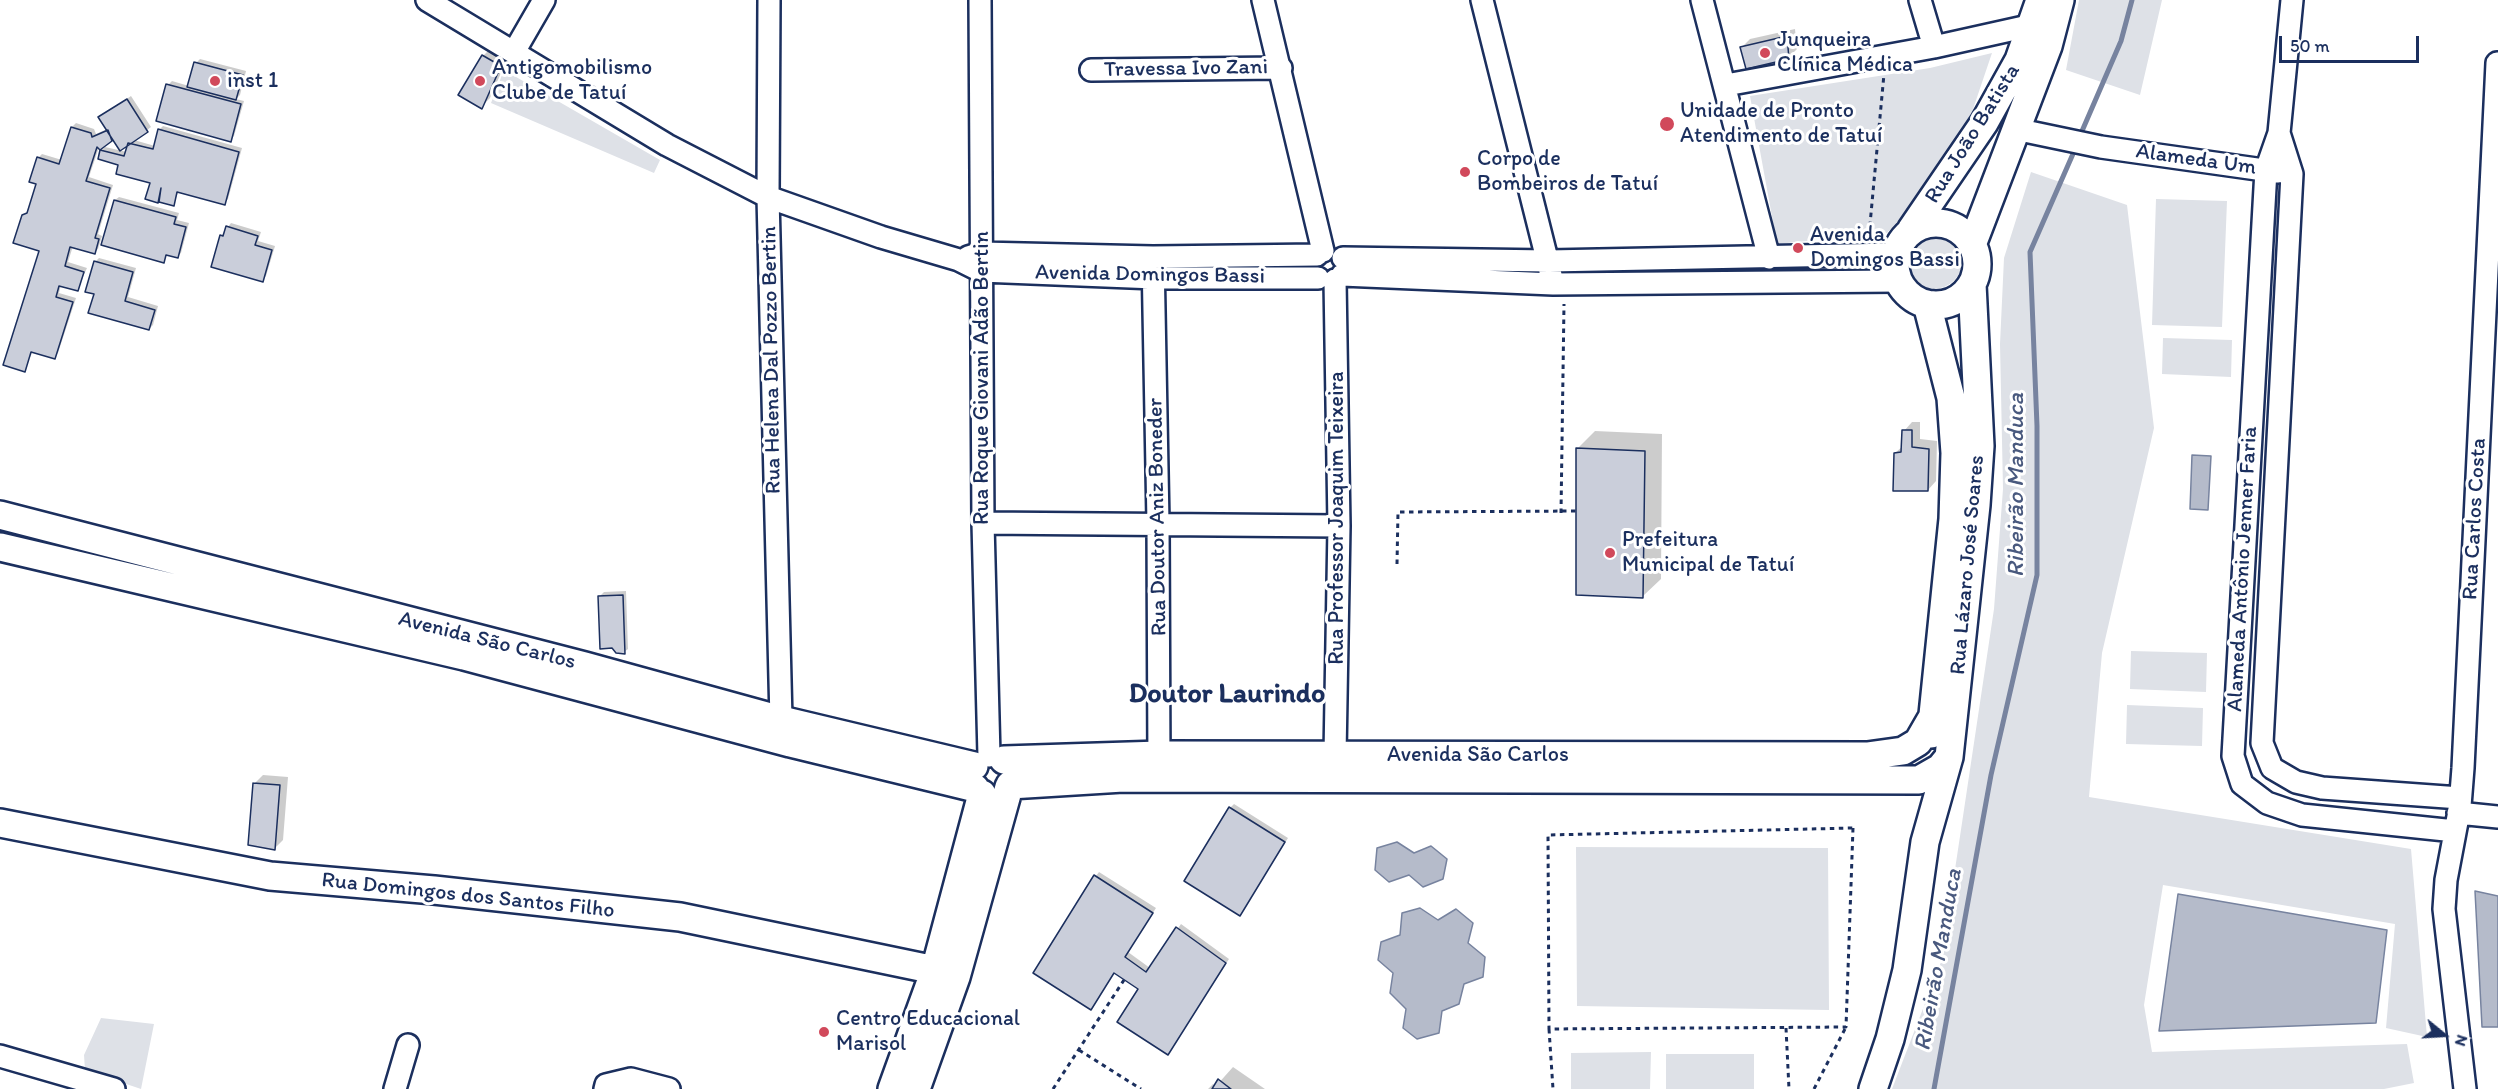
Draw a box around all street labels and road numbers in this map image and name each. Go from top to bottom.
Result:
street label: Travessa Ivo Zani [1104,54,1268,84]
street label: Rua João Batista [1920,59,2026,209]
street label: Alameda Um [2134,138,2258,182]
street label: Rua Helena Dal Pozzo Bertin [756,226,788,494]
street label: Rua Roque Giovani Adão Bertin [969,231,995,525]
street label: Avenida Domingos Bassi [1035,260,1265,290]
street label: Rua Professor Joaquim Teixeira [1324,371,1350,665]
street label: Rua Doutor Aniz Boneder [1143,398,1173,636]
street label: Alameda Antônio Jenner Faria [2222,426,2264,712]
street label: Rua Carlos Costa [2458,437,2492,601]
street label: Rua Lázaro José Soares [1945,454,1991,676]
street label: Avenida São Carlos [396,606,578,676]
street label: Avenida São Carlos [1387,742,1569,768]
street label: Rua Domingos dos Santos Filho [320,867,616,925]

--------------------------------------------------

_WHAT TO DO_. Every line in the entries above that has the word "Bertin" should be identified and copied.

_SOLUTION TO THE PROBLEM_.
street label: Rua Helena Dal Pozzo Bertin [756,226,788,494]
street label: Rua Roque Giovani Adão Bertin [969,231,995,525]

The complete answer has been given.